I originally stumbled across this recipe while searching for something to make with some leftover ricotta cheese I had after making a lasagne. This is an absolutely amazing cake – moist, light, and the pops of berry in it is just heaven. A light dusting of icing sugar is all it needs for a gorgeous addition for a spring Sunday afternoon tea, but pairing this with a vanilla bean buttercream is also delightful.

Mixed Berry & Ricotta Cake

I’ve converted the recipe into grams, and have made a couple adjustments, honouring it as a standalone cake that carries its own sweetness. If you were intending to pair this with an American buttercream, I would be inclined to reduce the sugar in the cake recipe by 10-20%.

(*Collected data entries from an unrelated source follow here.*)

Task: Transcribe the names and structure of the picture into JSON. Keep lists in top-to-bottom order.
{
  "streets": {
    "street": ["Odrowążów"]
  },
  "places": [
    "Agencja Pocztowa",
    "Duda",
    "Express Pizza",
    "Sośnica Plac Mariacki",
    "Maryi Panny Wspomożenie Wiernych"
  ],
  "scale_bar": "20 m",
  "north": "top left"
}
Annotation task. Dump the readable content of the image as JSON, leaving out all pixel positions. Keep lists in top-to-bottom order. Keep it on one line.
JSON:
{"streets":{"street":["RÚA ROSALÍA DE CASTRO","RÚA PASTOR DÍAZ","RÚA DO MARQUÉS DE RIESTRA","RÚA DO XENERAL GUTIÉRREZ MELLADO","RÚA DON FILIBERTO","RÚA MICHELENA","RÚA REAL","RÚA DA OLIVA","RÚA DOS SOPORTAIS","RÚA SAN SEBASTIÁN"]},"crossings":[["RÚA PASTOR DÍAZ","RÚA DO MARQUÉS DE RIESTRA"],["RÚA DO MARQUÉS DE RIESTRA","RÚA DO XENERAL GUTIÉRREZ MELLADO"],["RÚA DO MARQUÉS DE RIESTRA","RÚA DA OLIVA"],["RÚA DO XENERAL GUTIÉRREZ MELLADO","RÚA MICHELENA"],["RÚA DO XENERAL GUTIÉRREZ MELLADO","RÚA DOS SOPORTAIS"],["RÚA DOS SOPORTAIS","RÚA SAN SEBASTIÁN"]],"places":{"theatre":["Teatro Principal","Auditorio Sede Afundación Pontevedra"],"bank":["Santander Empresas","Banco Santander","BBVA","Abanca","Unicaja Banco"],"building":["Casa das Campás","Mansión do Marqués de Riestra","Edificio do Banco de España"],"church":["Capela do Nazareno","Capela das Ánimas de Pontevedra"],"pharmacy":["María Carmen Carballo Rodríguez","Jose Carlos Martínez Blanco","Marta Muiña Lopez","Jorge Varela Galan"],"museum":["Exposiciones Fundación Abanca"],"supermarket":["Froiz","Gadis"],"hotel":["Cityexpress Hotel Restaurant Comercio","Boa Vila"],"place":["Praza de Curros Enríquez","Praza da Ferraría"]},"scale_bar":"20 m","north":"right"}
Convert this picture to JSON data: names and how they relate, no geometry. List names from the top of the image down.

Mixed Berry & Ricotta Cake

A light, moist cake perfect for a spring Sunday afternoon tea.
Prep Time30 mins
Cook Time1 hr 20 mins
Total Time1 hr 50 mins
Course: Dessert
Cuisine: American, Italian
Keyword: Cake, Mixed berry, Ricotta, Tea cake
Servings: 12

Equipment

  • Whisk
  • Spatula
  • 2 mixing bowls
  • 7" cake tin

Ingredients

  • 150 g plain flour
  • 150 g caster sugar
  • 1.33 tsp baking powder
  • 0.5 tsp salt
  • 260 g ricotta cheese smooth
  • 0.5 tsp vanilla extract
  • 2 eggs large
  • 75 g salted butter melted
  • 85 g blueberries & raspberries frozen
  • 0.5 tbsp lemon zest optional

Instructions

  • Preheat the oven to 150 degrees fan-forced. If using a cake wrap, begin to soak it. Grease and line the cake tin.
  • In a large mixing bowl, sift the dry ingredients - flour, sugar, baking powder and salt. Give it a whisk to combine.
  • In a medium mixing bowl, whisk together the ricotta cheese, eggs, vanilla extract and lemon zest, until smooth.
  • Fold the wet ingredients into the dry ingredients, until just combined.
  • Add the melted butter, and again fold in until just combined.
  • Finally, fold in the frozen berries. Try be as gentle as possible as to not damage the fruits.
  • Pour into the lined cake tin, and bang/drop the tin onto the bench a few times to remove any air bubbles (this should also help flatten out the top). If using a cake wrap, apply around the cake tin.
  • For this recipe, a Cecil & Co cake tin was used with a cake wrap applied, in an electric fan-forced (rear element) oven. It took a total of 1 hour 20 minutes. If using a darker-coloured cake tin and no cake wrap, begin to check the cake at the 50-60 minute mark. Check the cake is cooked by inserting a wooden skewer in. If it comes out clean, it is cooked.
  • Remove cake from oven, take off the cake wrap (if using), and allow the cake to rest in the tin. After 15 minutes, turn the cake onto a cooling rack and allow the cake to cool completely.

Notes

  • This cake bakes to approx 4-4.25cm high in the 7" tin.